Medical Assurance Society Members' Trust (Exemption from Perpetuities) Act 1997

Reprint as at 2 October 1997

Medical Assurance Society Members' Trust (Exemption from Perpetuities) Act 1997

Private Act1997 No 3
Date of assent1 October 1997
Commencement1 October 1997


Changes authorised by section 17C of the Acts and Regulations Publication Act 1989 have been made in this reprint.

A general outline of these changes is set out in the notes at the end of this reprint, together with other explanatory material about this reprint.
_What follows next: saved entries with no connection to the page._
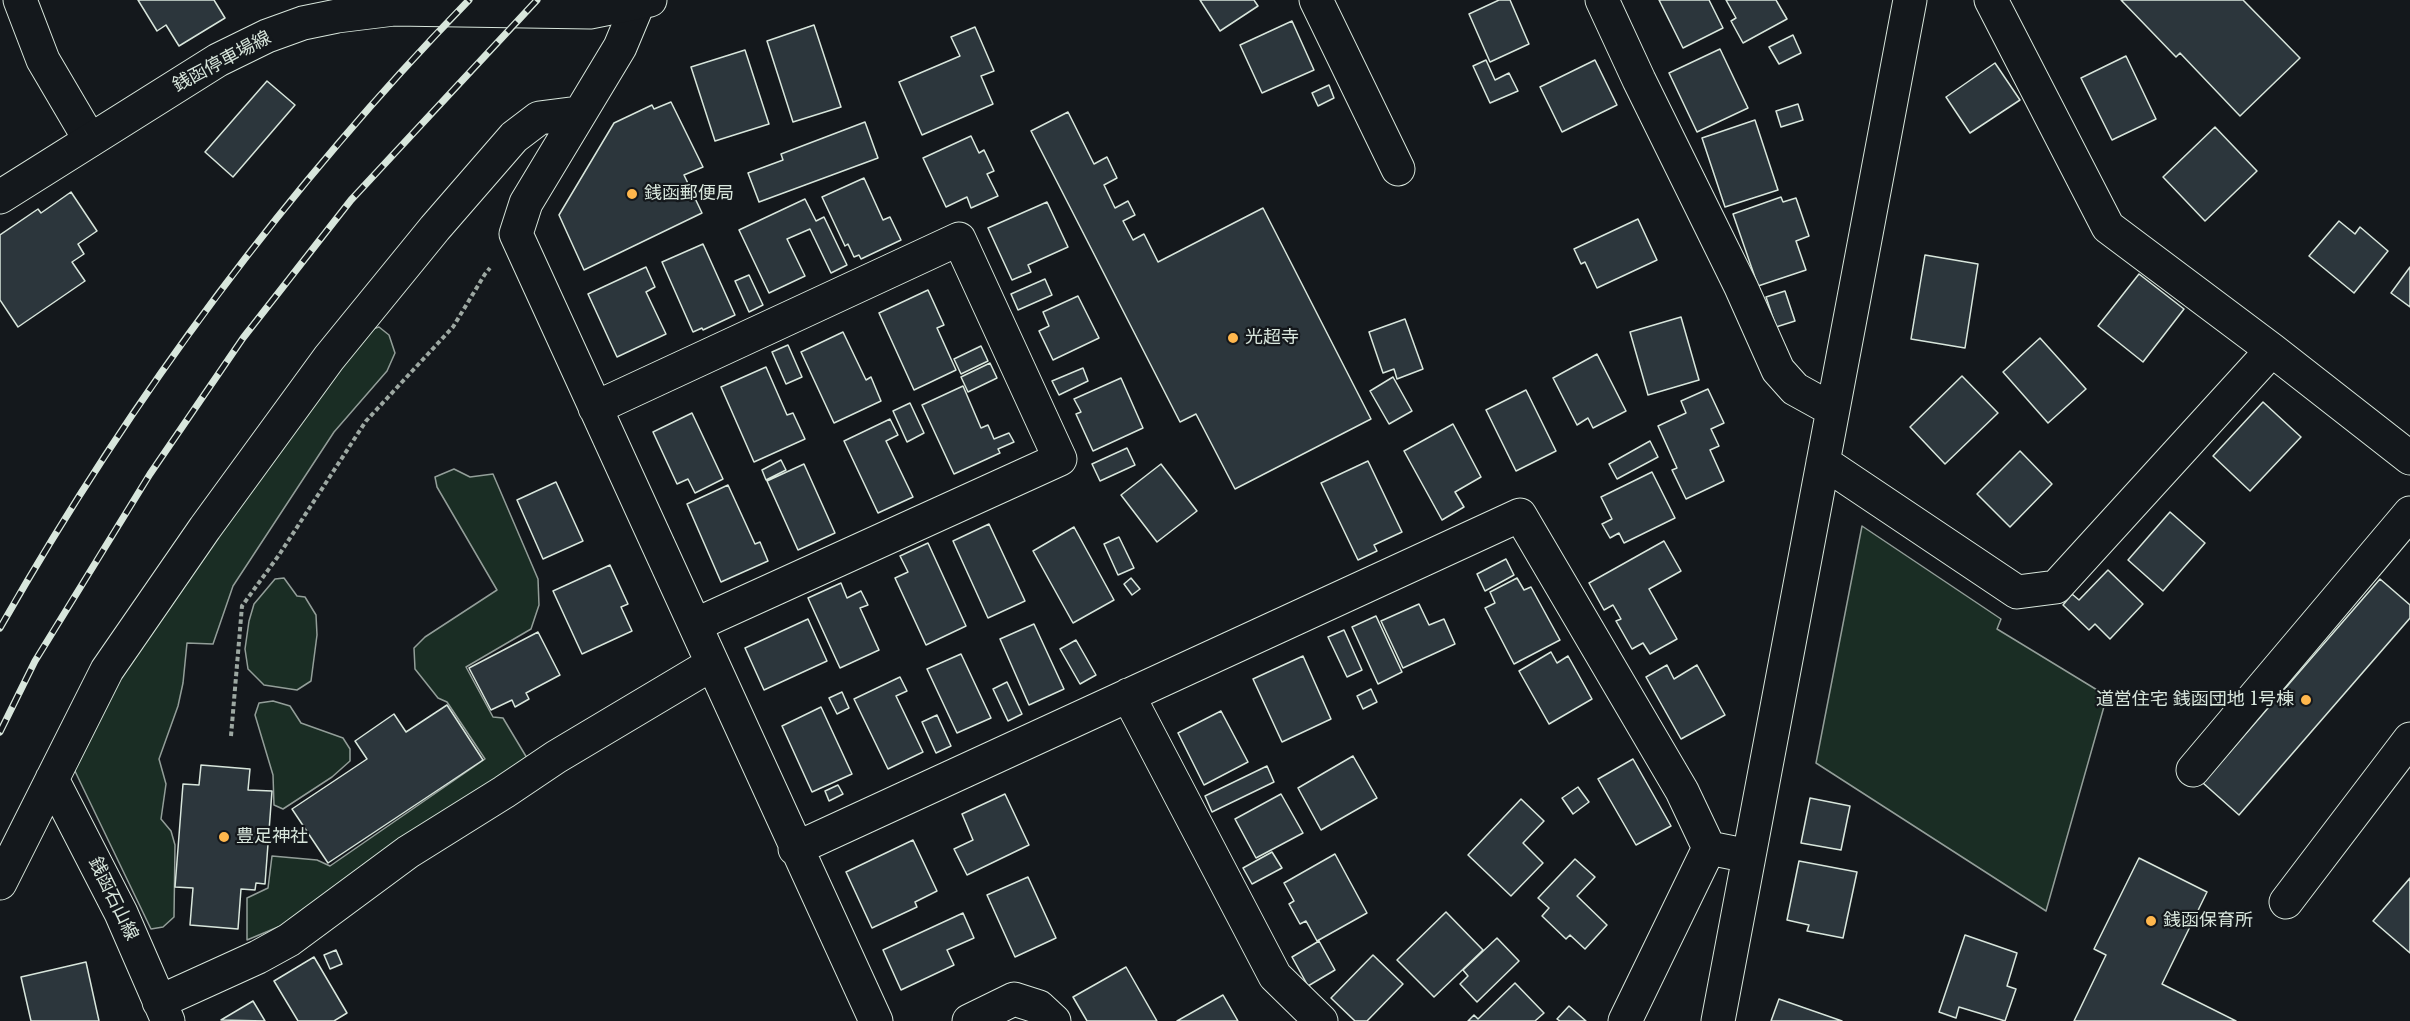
<!DOCTYPE html>
<html>
<head>
<meta charset="utf-8">
<style>
  body { margin:0 }
  canvas { display:block; background:#14181c }
</style>
</head>
<body>
<canvas width="2410" height="1021"></canvas>
<script>
const context = document.querySelector('canvas').getContext('2d');
context.lineJoin = 'round';
function fill(path, color) { context.fillStyle = color; context.fill(path, 'evenodd'); }
function stroke(path, color, width, dash) { context.strokeStyle = color; context.lineWidth = width; context.lineCap = dash ? 'butt' : 'round'; context.setLineDash(dash || []); context.stroke(path); }
function label(font, color, halo, rows, align = 'center') {
  context.font = font + ' "Libre Baskerville","Noto Sans JP",serif'; context.lineWidth = 4.5; context.setLineDash([]); context.textBaseline = 'middle'; context.strokeStyle = halo; context.fillStyle = color; for (const [text, x, y, turn = 0] of rows) {
    context.save(); context.translate(x, y); context.rotate((+turn || 0) * Math.PI / 180); context.textAlign = isNaN(turn) ? turn : align; if (halo) context.strokeText(text, 0, 0); context.fillText(text, 0, 0); context.restore();
  }
}
const green = new Path2D(`
  M379 327 389 335 395 353 387 371 334 432 233 586 213 644 187 643 183 683 178 706 159 759 166 784 161 819 171 831 175 845 174 917 163 927 151 929 73 767 119 674 366 331Z
  M454 469 470 477 493 474 538 579 539 605 531 629 466 667 493 717 503 718 527 758 290 922 247 940V898L268 888 272 856 317 860 330 866 485 759 447 702 438 698 415 669 414 648 425 637 497 590 437 487 435 477Z
  M1862 526 2001 619 1997 629 2107 696 2046 911 1816 763Z
  M284 578 297 596 305 597 316 615 317 635 311 681 297 690 264 685 248 669 245 649 249 621 254 604 275 579Z
  M273 701 290 706 301 723 343 738 350 749V761L332 777 283 809 274 805 273 775 255 715 259 703Z`);
fill(green, '#1a2d24');
stroke(green, '#939e99', 1.5);
const building = new Path2D(`
  M138 0H214L225 18 179 46 166 25 157 31Z
  M1200 0H1254L1258 6 1220 31Z
  M1499 0H1510L1529 44 1490 62 1469 14Z
  M1659 0H1709L1723 28 1683 48Z
  M1726 0H1776L1787 19 1743 43 1731 21 1736 18Z
  M2121 0H2243L2300 58 2240 116 2180 53 2176 57Z
  M1292 21 1314 70 1262 93 1240 45Z
  M814 25 841 107 793 122 767 41Z
  M975 27 994 71 981 76 993 104 922 135 899 82 960 56 951 37Z
  M1793 35 1801 53 1779 64 1769 47Z
  M1720 49 1748 108 1697 132 1669 73Z
  M745 50 769 124 715 141 691 67Z
  M2126 56 2156 119 2112 140 2081 78Z
  M1486 60 1495 80 1509 73 1518 91 1490 103 1473 66Z
  M1595 60 1617 105 1562 132 1540 87Z
  M1995 63 2020 100 1970 133 1946 97Z
  M267 81 295 105 233 177 205 152Z
  M1329 85 1334 98 1318 106 1312 93Z
  M671 102 703 167 684 175 702 213 584 270 559 215 614 123 652 105 654 109Z
  M1798 104 1803 120 1781 127 1776 111Z
  M1068 112 1094 164 1107 157 1117 178 1104 185 1115 208 1128 201 1135 215 1123 221 1133 240 1144 234 1158 262 1263 208 1371 419 1235 489 1196 414 1180 422 1031 131Z
  M1755 120 1778 190 1725 207 1702 138Z
  M865 122 878 158 759 202 748 173 783 160 781 154Z
  M2215 127 2257 171 2205 221 2163 177Z
  M971 136 979 153 984 150 994 171 987 174 998 196 971 208 967 197 946 207 923 158Z
  M864 178 883 220 890 217 901 240 861 259 859 255 854 257 848 244 845 246 822 197Z
  M71 192 97 231 78 244 84 254 72 262 85 281 18 327 0 300V235L38 209 41 213Z
  M1781 197 1783 202 1796 198 1809 236 1796 241 1806 270 1758 286 1733 214Z
  M805 199 816 221 824 217 847 265 831 273 810 229 787 239 805 276 769 293 739 230Z
  M1047 202 1068 247 1028 265 1031 272 1012 280 988 228Z
  M1638 219 1657 260 1597 288 1585 262 1581 264 1574 249Z
  M2339 221 2355 234 2360 227 2388 251 2354 293 2309 256Z
  M703 244 735 315 703 330 702 328 693 332 662 262Z
  M1925 255 1978 264 1965 348 1911 339Z
  M646 267 655 287 646 292 666 334 617 357 588 294Z
  M2410 267V307L2391 293Z
  M2139 274 2184 309 2143 362 2098 326Z
  M749 275 763 305 749 312 735 281Z
  M1045 279 1052 295 1018 310 1011 294Z
  M928 290 944 325 937 328 956 370 914 390 879 313Z
  M1785 291 1795 321 1776 327 1766 297Z
  M1078 296 1099 338 1053 360 1039 331 1049 326 1043 312Z
  M1681 317 1699 380 1648 395 1630 332Z
  M1405 319 1423 369 1397 379 1394 369 1383 373 1369 332Z
  M843 332 866 380 871 377 881 401 834 423 801 352Z
  M2040 338 2086 389 2048 423 2003 372Z
  M788 345 802 377 786 384 772 352Z
  M981 346 988 361 961 374 954 359Z
  M1597 354 1626 411 1593 428 1588 418 1577 425 1553 378Z
  M990 363 997 378 968 392 961 377Z
  M766 367 787 415 793 413 805 439 754 462 721 387Z
  M1083 368 1088 381 1059 395 1052 381Z
  M1962 376 1998 413 1945 464 1910 427Z
  M1393 377 1412 411 1389 424 1370 391Z
  M1121 378 1143 428 1093 451 1076 414 1081 412 1074 399Z
  M963 386 981 428 988 425 994 439 1009 433 1014 442 998 449 1000 453 954 474 922 405Z
  M1708 389 1724 423 1711 429 1719 446 1710 450 1724 481 1686 499 1672 470 1677 468 1658 426 1686 413 1681 401Z
  M1526 390 1556 451 1516 471 1486 410Z
  M2263 402 2301 437 2250 491 2213 456Z
  M910 403 924 433 907 442 893 411Z
  M692 413 723 479 695 493 688 479 677 484 653 432Z
  M890 419 898 435 886 441 913 497 878 513 844 441Z
  M1453 424 1481 477 1455 492 1464 507 1442 520 1404 451Z
  M1650 441 1658 457 1617 479 1609 464Z
  M1127 448 1135 465 1100 481 1092 464Z
  M2020 451 2052 484 2010 527 1977 494Z
  M781 460 786 470 766 480 762 470Z
  M1368 461 1402 532 1374 545 1377 551 1358 560 1321 483Z
  M804 464 835 533 798 550 767 481Z
  M1161 464 1197 511 1157 542 1121 495Z
  M1652 472 1675 518 1624 543 1619 533 1610 538 1602 524 1612 519 1601 497Z
  M556 482 583 541 543 559 517 500Z
  M728 485 755 544 760 542 768 561 721 582 687 504Z
  M2170 512 2205 543 2163 591 2128 560Z
  M989 524 1025 601 988 618 953 541Z
  M1074 527 1114 600 1073 623 1033 551Z
  M1119 537 1134 568 1118 575 1104 544Z
  M1664 541 1681 571 1649 589 1677 639 1650 654 1643 643 1632 649 1616 621 1621 619 1613 605 1604 610 1589 583Z
  M928 543 966 626 926 645 895 578 908 572 900 556Z
  M1506 559 1514 575 1485 591 1477 574Z
  M610 565 628 604 621 607 632 631 582 654 553 591Z
  M2108 570 2143 604 2110 639 2095 624 2089 630 2063 605 2072 594 2079 600Z
  M1131 578 1140 589 1132 595 1124 584Z
  M1517 578 1524 590 1531 587 1560 640 1514 664 1485 608 1495 603 1490 592Z
  M2380 579 2410 605V618L2239 815 2203 783Z
  M841 583 847 598 861 591 868 605 860 608 879 650 840 668 808 598Z
  M1419 604 1429 625 1444 619 1455 644 1403 668 1381 621Z
  M1376 616 1402 672 1378 684 1352 627Z
  M808 619 827 661 764 690 745 648Z
  M1034 624 1064 689 1029 705 1000 639Z
  M1344 630 1362 670 1347 677 1328 637Z
  M538 632 560 675 526 693 529 699 515 707 512 700 491 710 469 668Z
  M1076 640 1096 675 1080 684 1060 649Z
  M1551 652 1557 663 1568 656 1592 699 1549 724 1519 671Z
  M961 654 991 718 957 733 927 669Z
  M1303 656 1331 719 1282 742 1253 679Z
  M1667 665 1674 679 1697 665 1725 715 1681 739 1646 677Z
  M900 677 907 691 896 696 923 752 888 769 854 699Z
  M1007 682 1022 714 1008 721 993 689Z
  M1371 689 1377 702 1363 709 1357 696Z
  M842 692 849 708 837 714 829 698Z
  M447 705 483 760 328 863 292 809 367 759 355 741 394 714 406 732Z
  M821 707 852 774 812 792 782 726Z
  M1221 711 1248 762 1204 785 1178 733Z
  M937 715 951 746 936 753 922 722Z
  M1353 756 1377 798 1321 830 1298 788Z
  M1633 759 1671 826 1636 845 1598 779Z
  M201 765 250 769 248 790 272 791 265 884 256 883 255 890 241 889 238 929 190 925 193 888 175 887 183 784 199 785Z
  M1267 766 1274 782 1212 812 1205 796Z
  M838 785 843 794 829 801 825 791Z
  M1578 787 1589 802 1573 814 1562 798Z
  M1005 794 1029 845 967 875 954 849 973 840 962 814Z
  M1281 794 1303 833 1256 858 1235 819Z
  M1810 798 1850 806 1841 850 1801 843Z
  M1521 799 1544 821 1523 843 1543 863 1511 896 1468 855Z
  M913 840 937 891 915 902 917 907 872 928 846 872Z
  M1272 852 1282 868 1252 884 1243 868Z
  M1335 854 1367 913 1317 941 1306 921 1300 924 1289 904 1294 901 1284 883Z
  M2139 858 2207 892 2162 984 2236 1021H2074L2106 955 2094 949Z
  M1575 859 1595 877 1577 896 1607 925 1585 949 1570 935 1566 939 1542 916 1549 908 1538 898Z
  M1799 861 1857 872 1843 938 1807 931 1809 925 1787 920Z
  M1028 877 1056 938 1015 957 987 895Z
  M2410 878V953L2373 921Z
  M1446 912 1483 950 1434 997 1397 960Z
  M963 913 974 938 947 950 954 965 901 990 883 950Z
  M1965 935 2017 953 2007 986 2016 989 2005 1021 1959 1007 1956 1018 1939 1012Z
  M1497 938 1519 961 1477 1002 1460 984 1468 976 1463 970Z
  M1319 941 1335 970 1308 986 1292 957Z
  M336 950 342 964 330 969 324 955Z
  M1373 955 1403 984 1367 1021H1355L1331 998Z
  M314 957 347 1013 334 1021H298L274 981Z
  M86 962 99 1021H31L21 977Z
  M1126 967 1157 1021H1087L1073 997Z
  M1515 983 1544 1013 1535 1021H1468L1474 1015 1478 1019Z
  M1223 995 1238 1021H1177Z
  M1779 999 1842 1021H1771Z
  M253 1001 265 1021 221 1020Z
  M1569 1006 1586 1021H1560L1557 1019Z`);
fill(building, '#2c363c');
stroke(building, '#d8e6dc', 1.5);
const minor = new Path2D(`
  M20 0 43 60 90 140
  M1316 0 1398 169
  M1602 0 1639 80 1741 287 1778 370 1795 389 1833 410
  M1991 0 2108 227 2272 350 2410 458
  M638 4 620 47 526 203 516 234 876 1021
  M595 408 959 239 1060 459 695 625
  M1823 462 2017 592 2056 587 2272 350
  M1128 695 1275 976 1321 1021
  M2193 770 2410 513
  M52 779 121 913 168 1021
  M795 849 1520 515 1682 791 1709 848 1749 856
  M0 883 107 670 205 528 329 358 435 228 514 137 539 118 578 113
  M2286 902 2410 739
  M159 1002 258 957 289 940 408 852 504 792 556 757 712 664
  M969 1021 1014 999 1039 1007 1054 1021
  M1625 1021 1709 848
  M1718 1021 1910 0`);
const major = new Path2D(`
  M0 197 218 60 267 36 303 23 337 16 394 9 590 12 650 0`);
stroke(minor, '#d8e6dc', 35);
stroke(major, '#d8e6dc', 35);
stroke(new Path2D(`
  M231 736 242 606 279 555 366 421 453 327 485 274 490 268`), '#9da8a2', 4, [4.5, 3]);
stroke(minor, '#14181c', 33);
stroke(major, '#14181c', 33);
const rail = new Path2D(`
  M0 628C129 401 287 187 469 0
  M0 732 35 661 150 474 243 338 351 200 537 0`);
stroke(rail, '#d8e6dc', 7);
stroke(rail, '#14181c', 4.5, [14]);
for (const [x, y, r, color] of [
  [632,194,6,"#ffb74d"],
  [1233,338,6,"#ffb74d"],
  [2306,700,6,"#ffb74d"],
  [224,837,6,"#ffb74d"],
  [2151,921,6,"#ffb74d"]
]) { const dot = new Path2D(); dot.arc(x, y, r, 0, 2 * Math.PI); context.fillStyle = color; context.fill(dot); stroke(dot, '#14181c', 2); }
label('18px', '#d8e6dc', '#14181c', [
  ["銭函停車場線",222,62,-28],
  ["銭函石山線",113,899,64]
]);
label('18px', '#d8e6dc', '#14181c', [
  ["銭函郵便局",644,194],
  ["光超寺",1245,338],
  ["道営住宅 銭函団地 1号棟",2294,700,"right"],
  ["豊足神社",236,837],
  ["銭函保育所",2163,921]
], 'left');
</script>
</body>
</html>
An Act to exempt the Medical Assurance Society Members’ Trust from the rule of law known as the rule against perpetuities (also known as the rule against remoteness of vesting)

  • Preamble


    • A Medical Assurance Society New Zealand Limited (the Society) was established in 1921 by a group of medical practitioners for the purpose of providing insurance cover for the Society’s members and was then incorporated as a company limited by guarantee without a share capital:

    • B subsequently, in order to comply with a requirement that insurance companies have a share capital of at least $100,000, a single share was issued by the Society to The Medical Association of New Zealand for $100,000 to be held by it upon trust and the guarantee by members of the Society’s liabilities was limited to $100 for each member:

    • C the structure of the Society has created the ethos of a mutual association untrammelled by the need to satisfy shareholders seeking a return on their investment:

    • D under the Companies Reregistration Act 1993 the Society is required to reregister as a company with shareholders and is not able to continue its present structure:

    • E in order to continue, after registering under the Companies Act 1993, as closely as possible the existing ethos of the Society, its members unanimously resolved in 1995 to establish the Medical Assurance Society Members’ Trust (the Trust) and for the Society to issue to the Trust shares in the Society:

    • F the Trust now holds all the shares in the Society and the persons who were formerly members of the Society are now both members and beneficiaries of the Trust:

    • G under the rule of the law known as the rule against perpetuities, and also known as the rule against remoteness of vesting, the Trust, if it is not to infringe that rule, must be wound up and its assets distributed within the perpetuities period (80 years):

    • H the restrictions imposed by the rule against perpetuities did not apply when membership was directly in the Society:

    • I in order to remain free of those restrictions, the trustees of the Trust wish to have the Trust exempted from the rule against perpetuities:

    • J the objects of this Act cannot be attained otherwise than by legislation.